Apologists for Legault’s agenda, while not necessarily in agreement with all of his bills and decrees, tend to make grandiose gestures at the idea that Quebec’s French culture is so precious and delicate that virtually any effort to preserve it is forgivable. A recent article in the National Post by Lise Ravary struck the standard notes of sympathy for the “400-year dream of a French-speaking corner of North America.” This included a mandatory mention of Louisiana, one of the most culturally rich and distinctive places on this continent, but commonly imagined as a kind of hell in Quebec circles, because the state no longer speaks widely French.
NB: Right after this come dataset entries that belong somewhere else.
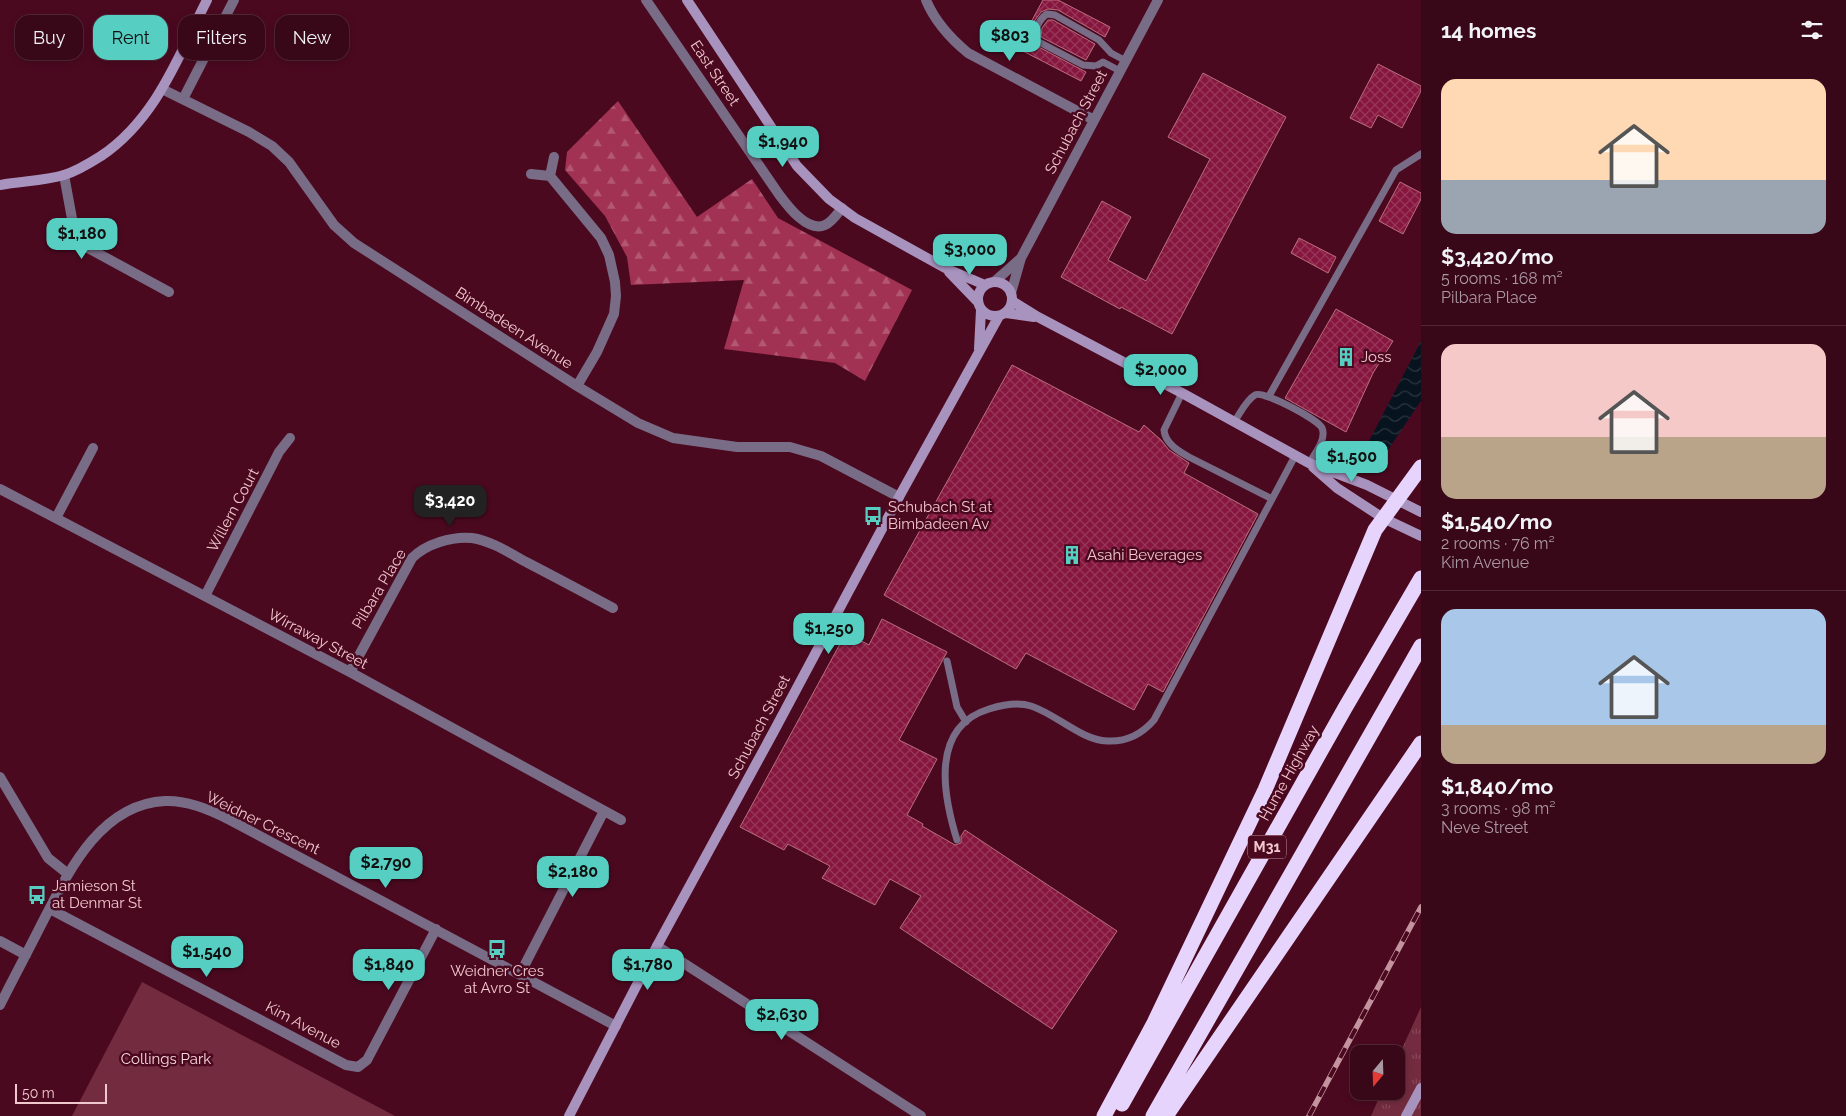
<!DOCTYPE html>
<meta charset="utf-8">
<style>
:root{--surface:#380718;--page:#3f1021;--text:#f1f3f6;--muted:#ab99a2;--line:#522837;--accent:#57cec2}
body{margin:0;font-family:Raleway,sans-serif;background:var(--page);color:var(--text);height:100vh;display:flex;flex-direction:column;font-size:19px;white-space:nowrap}
*{box-sizing:border-box;margin:0}
p{font-size:16px;color:var(--muted)}
.icon{flex:none;width:28px;height:28px;fill:none;stroke:currentColor;stroke-width:2;stroke-linecap:round;stroke-linejoin:round}
.map{position:relative;flex:1;overflow:hidden}
.panel{display:flex;flex-direction:column;background:var(--surface);width:425px}
.panel>*{flex:none}
.top-card{position:absolute;left:15px;top:15px;width:475px;height:45px;display:flex;gap:10px}
.needle{width:32px;rotate:199deg}
.tools{position:absolute;left:1350px;top:1045px;display:grid;gap:10px}
.tools a{display:grid;place-items:center;width:55px;height:55px;border-radius:10px;background:var(--surface);box-shadow:0 2px 8px #0003,0 0 0 1px var(--line);font-size:25px}
.scale{position:absolute;left:15px;bottom:12px;width:92px;box-sizing:border-box;padding-left:5px;border:2px solid #f1c7ce;border-top:0;font-size:14px;line-height:18px;white-space:nowrap;color:#f1c7ce;-webkit-text-stroke:4px #4b0920;paint-order:stroke}
.price{position:absolute;translate:-50% -42px;padding:0 11px;border-radius:10px;background:var(--accent);color:#111;font-size:16px;line-height:32px;filter:drop-shadow(0 1px 2px #0008)}
.price::after{content:'';position:absolute;left:50%;top:30px;width:15px;height:11px;margin-left:-8px;background:inherit;clip-path:polygon(0 0,100% 0,50% 100%)}
.price.selected{background:#222;color:#fff}
ul{padding:0;list-style:none}
li{display:grid;align-content:center;gap:10px;height:265px;padding:0 20px}
li+li{border-top:1px solid var(--line)}
li span{display:grid;place-items:center;height:155px;border-radius:15px;color:#555}
li>.icon{margin-inline-start:auto}
span .icon{width:90px;height:90px;fill:#fffc;stroke-width:1}
li b{font-size:21px}
h2{display:flex;justify-content:space-between;align-items:center;height:60px;padding:0 20px;font-size:21px}
.chip{padding:0 18px;border-radius:15px;background:var(--surface);box-shadow:0 2px 8px #0003,0 0 0 1px var(--line);font-size:18px;line-height:45px}
.chip.selected{background:var(--accent);color:#111}
main{display:flex;flex:1;min-height:0}
.map>svg:first-child{display:block}
.grass{fill:url(#grass-tufts)}
.forest{fill:url(#forest-firs)}
.green{fill:#732c3f}
.water{fill:url(#water-waves)}
.building{fill:url(#building-cross-hatch);stroke:#b96e7e}
.lines{fill:none;stroke-linecap:round;stroke-linejoin:round}
.lane{stroke:#796c87;stroke-width:7}
.street{stroke:#796c87;stroke-width:10}
.secondary{stroke:#a893be;stroke-width:10}
.highway{stroke:#e6d4fc;stroke-width:15}
.rail-casing{stroke:#c3939e;stroke-width:5.5}
.rail{stroke:#4b0920;stroke-width:4;stroke-dasharray:11;stroke-linecap:butt}
.labels{text-anchor:middle;stroke-width:5;stroke-linejoin:round;paint-order:stroke}
.shield{fill:#4b0920;stroke:#bf8e9a;stroke-width:1}
.shield-label{font-size:14px;font-weight:bold;fill:#f1c7ce}
.street-label{font-size:15px;fill:#f1c7ce;stroke:#4b0920}
.poi-label{font-size:15px;fill:#f1c7ce;stroke:#4b0920;text-anchor:start}
.park-label{font-size:15px;fill:#f7d7dd;stroke:#4b0920}
</style>
<main>
<div class="map">
<svg width="1421" height="1116" viewBox="0 0 1421 1116">
<defs>
<pattern id="grass-tufts" width="24" height="20" patternUnits="userSpaceOnUse" patternTransform="scale(1.25)"><rect width="24" height="20" fill="#732c3f"/><path d="M3 7l-1-3M5 7V3M7 7l1-3M15 17l-1-3M17 17v-4M19 17l1-3" fill="none" stroke="#87495a"/></pattern>
<pattern id="forest-firs" width="22" height="20" patternUnits="userSpaceOnUse" patternTransform="scale(1.25)"><rect width="22" height="20" fill="#a13253"/><path d="M5 1l3.5 6h-7zM16 11l3.5 6h-7z" fill="#b35872"/></pattern>
<pattern id="water-waves" width="16" height="10" patternUnits="userSpaceOnUse" patternTransform="scale(1.25)"><rect width="16" height="10" fill="#07141f"/><path d="M0 5q4-4 8 0t8 0" fill="none" stroke="#2c353e"/></pattern>
<pattern id="building-cross-hatch" width="8" height="8" patternUnits="userSpaceOnUse" patternTransform="scale(1.25)"><rect width="8" height="8" fill="#86163e"/><path d="M0 0l8 8M0 8l8-8" fill="none" stroke="#983659"/></pattern>
</defs>
<rect width="100%" height="100%" fill="#4b0920"/>
<path class="grass" d="M1421 1007V1116H1371L1382 1091H1396V1062Z"/>
<path class="forest" d="M618 101 697 217 752 179 778 218 912 290 865 381 835 363 724 349 744 280 631 285 627 257 605 216 565 170 567 152Z"/>
<path class="green" d="M142 982 395 1116H72Z"/>
<path class="water" d="M1421 341V401L1377 466 1369 467 1362 459 1367 445Z"/>
<path class="building" d="M1043 0H1058L1110 27 1105 37 1058 10 1048 9 1041 12 1035 20 1030 33 1033 44 1086 72 1081 81 1017 48Z
M1048 20H1053L1095 44 1086 60 1041 37 1042 28Z
M1378 64 1421 86V91L1402 128 1378 115 1371 128 1350 118Z
M1203 73 1286 117 1172 334 1121 307 1120 309 1061 277 1102 201 1131 217 1108 260 1146 281 1210 159 1168 137Z
M1400 182 1421 193V199L1403 234 1379 221Z
M1299 238 1336 257 1328 273 1291 253Z
M1336 309 1393 341 1373 373 1346 432 1285 398Z
M1012 365 1139 432 1144 425 1161 440 1169 450 1189 463 1184 473 1258 514 1163 692 1148 684 1134 710 1026 653 1016 669 884 595Z
M882 619 947 652 899 740 937 759 907 815 923 824 922 826 955 845 961 843V836L965 830 1117 931 1052 1029 900 928 921 896 890 879 875 905 822 878 830 866 788 844 784 850 740 827 846 633 869 645Z"/>
<g class="lines">
<path class="lane" d="M1120 71 1103 62 1096 66 1083 65 1037 41C1033 32 1039 19 1047 14L1055 15 1099 40 1111 53 1126 61
M1182 393 1164 430C1165 443 1178 451 1189 457L1272 499
M1269 396 1396 170 1421 154
M1234 422C1240 414 1246 400 1255 395 1263 390 1319 420 1322 428 1327 439 1314 455 1309 463
M947 661 957 707 966 722
M957 840C943 795 930 727 989 709 1002 705 1018 702 1031 706 1056 714 1081 740 1107 741 1126 742 1142 734 1154 720L1295 456"/>
<path class="street" d="M646 0 778 193C787 205 807 233 825 225 832 222 837 214 842 208
M926 0C935 22 950 38 968 53L1094 120
M162 89 249 132 272 146 289 162 334 225 354 243 577 386 638 423 673 438 737 447H790L821 456 899 497
M183 99 234 0
M531 174 550 176 601 238 609 255 615 282 616 296 614 314 597 352 577 386
M64 175 75 235 88 248 169 292
M550 176 554 157
M994 282 1020 259
M1011 293 1021 258 1158 0
M0 489 350 672 621 820
M56 518 93 448
M205 596 279 452 290 438
M350 672 412 558C426 544 452 536 472 538 492 541 511 554 528 563 557 578 585 593 613 608
M0 777 48 858 68 874
M50 909 346 1065 358 1067 367 1060 436 929
M0 941 26 955
M657 946 921 1116
M520 974 604 811
M0 1005C13 979 27 953 40 927 66 877 98 804 165 801 188 800 211 810 230 820L616 1026"/>
<path class="secondary" d="M687 0 797 166 829 199 855 218 945 268 985 285
M0 185C21 181 44 181 64 175 77 171 90 163 101 156 156 119 178 57 207 0
M949 272 977 301
M978 299a17 17 0 1 1 34 0a17 17 0 1 1-34 0Z
M1012 301 1038 317 1182 393 1309 463 1367 485 1421 512
M1006 313 1034 317
M979 349 981 310
M1313 467 1337 488 1383 518 1421 536
M569 1116 657 946 774 731 899 497 999 316
M1406 1116 1421 1088"/>
<path class="highway" d="M1122 1104 1345 708 1421 578
M1104 1116 1154 1023 1265 790 1375 530 1421 467
M1153 1116 1421 646
M1166 1116 1421 743"/>
<g class="rail-casing">
<path id="rail" d="M1309 1116 1421 907"/>
</g>
<use href="#rail" class="rail"/>
</g>
<defs>
<g id="building-bare" transform="scale(1.5)"><path d="M-4-6H4V6H1V3H-1V6H-4ZM-2.5-4.3h1.7v1.8h-1.7ZM.8-4.3h1.7v1.8H.8ZM-2.5-1h1.7V.8h-1.7ZM.8-1h1.7V.8H.8Z" fill="#57cec2" stroke="#4b0920" stroke-width="2.5" paint-order="stroke"/></g>
<g id="bus-bare" transform="scale(1.5)"><path d="M-5-6H5V4H4V6H2V4H-2V6H-4V4H-5ZM-3.5-4V0h7V-4ZM-3.5 1.2v1.5H-2V1.2ZM2 1.2v1.5H3.5V1.2Z" fill="#57cec2" stroke="#4b0920" stroke-width="2.5" paint-order="stroke"/></g>
</defs>
<g fill-rule="evenodd">
<use href="#building-bare" x="1346" y="357"/>
<use href="#bus-bare" x="873" y="516"/>
<use href="#building-bare" x="1072" y="555"/>
<use href="#bus-bare" x="37" y="895"/>
<use href="#bus-bare" x="497" y="949"/>
</g>
<g class="labels">
<rect class="shield" x="1248" y="835.5" width="38" height="23" rx="4"/>
<g class="shield-label">
<text x="1267" y="852">M31</text>
</g>
<g class="street-label">
<text transform="translate(715 73) rotate(56)" y="5">East Street</text>
<text transform="translate(1076 122) rotate(-62)" y="5">Schubach Street</text>
<text transform="translate(514 328) rotate(33)" y="5">Bimbadeen Avenue</text>
<text transform="translate(233 510) rotate(-62)" y="5">Willern Court</text>
<text transform="translate(379 589) rotate(-59)" y="5">Pilbara Place</text>
<text transform="translate(318 639) rotate(28)" y="5">Wirraway Street</text>
<text transform="translate(759 727) rotate(-62)" y="5">Schubach Street</text>
<text transform="translate(1289 773) rotate(-61)" y="5">Hume Highway</text>
<text transform="translate(263 823) rotate(26)" y="5">Weidner Crescent</text>
<text transform="translate(303 1025) rotate(28)" y="5">Kim Avenue</text>
</g>
<g class="poi-label">
<text x="1361" y="362">Joss</text>
<text x="888" y="512">Schubach St at<tspan x="888" dy="17">Bimbadeen Av</tspan></text>
<text x="1087" y="560">Asahi Beverages</text>
<text x="52" y="891">Jamieson St<tspan x="52" dy="17">at Denmar St</tspan></text>
<text x="497" y="976" text-anchor="middle">Weidner Cres<tspan x="497" dy="17">at Avro St</tspan></text>
</g>
<g class="park-label">
<text x="166" y="1064">Collings Park</text>
</g>
</g>
</svg>
<div class="tools">
<a><svg class="needle" viewBox="-14 -14 28 28"><path d="M0-13l5 13h-10z" fill="#e53935"/><path d="M0 13l5-13h-10z" fill="#ab99a2"/></svg></a>
</div>
<div class="scale">50 m</div>
<b class="price" style="left:1010px;top:62px">$803</b>
<b class="price" style="left:783px;top:168px">$1,940</b>
<b class="price" style="left:82px;top:260px">$1,180</b>
<b class="price" style="left:970px;top:276px">$3,000</b>
<b class="price" style="left:1161px;top:396px">$2,000</b>
<b class="price" style="left:1352px;top:483px">$1,500</b>
<b class="price selected" style="left:450px;top:527px">$3,420</b>
<b class="price" style="left:829px;top:655px">$1,250</b>
<b class="price" style="left:386px;top:889px">$2,790</b>
<b class="price" style="left:573px;top:898px">$2,180</b>
<b class="price" style="left:207px;top:978px">$1,540</b>
<b class="price" style="left:389px;top:991px">$1,840</b>
<b class="price" style="left:648px;top:991px">$1,780</b>
<b class="price" style="left:782px;top:1041px">$2,630</b>
<div class="top-card">
<a class="chip">Buy</a>
<a class="chip selected">Rent</a>
<a class="chip">Filters</a>
<a class="chip">New</a>
</div>
</div>
<section class="panel">
<h2>14 homes<svg class="icon" aria-label="filters" viewBox="0 0 24 24"><path d="M4 7h16M4 17h16"/><circle cx="9" cy="7" r="2"/><circle cx="15" cy="17" r="2"/></svg></h2>
<ul>
<li><span style="background:linear-gradient(#ffd9b3 65%,#9aa5b1 0)"><svg class="icon" aria-label="home" viewBox="0 0 24 24"><path d="M3 11l9-7 9 7M6 9v11h12V9"/></svg></span><div><b>$3,420/mo</b><p>5 rooms · 168 m²</p><p>Pilbara Place</p></div></li>
<li><span style="background:linear-gradient(#f6c9c9 60%,#b9a48a 0)"><svg class="icon" aria-label="home" viewBox="0 0 24 24"><path d="M3 11l9-7 9 7M6 9v11h12V9"/></svg></span><div><b>$1,540/mo</b><p>2 rooms · 76 m²</p><p>Kim Avenue</p></div></li>
<li><span style="background:linear-gradient(#a9c7e8 75%,#b9a48a 0)"><svg class="icon" aria-label="home" viewBox="0 0 24 24"><path d="M3 11l9-7 9 7M6 9v11h12V9"/></svg></span><div><b>$1,840/mo</b><p>3 rooms · 98 m²</p><p>Neve Street</p></div></li>
</ul>
</section>
</main>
Aside from Louisiana, there are countless places that Quebec could have chosen positively inspired by: prosperous and dynamic European nations such as Sweden or the Netherlands, where a strong pride in language and traditional customs coexists with very high levels of fluency in English and a deep cultural integration with the wider West. In fact, Quebec does not even need to look outside its own borders: the city of Montreal has long captivated the world with its confident multilingualism and multiculturalism, but generations of Quebec nationalist leaders have seen cosmopolitanism vibrating of his larger city as a shameful problem to solve.
Canada may still be a country worth betting on, but in a post-Bill 96 world, it is clear that any compliance with Canadian progressivity must be accompanied by a large Quebec-shaped asterisk.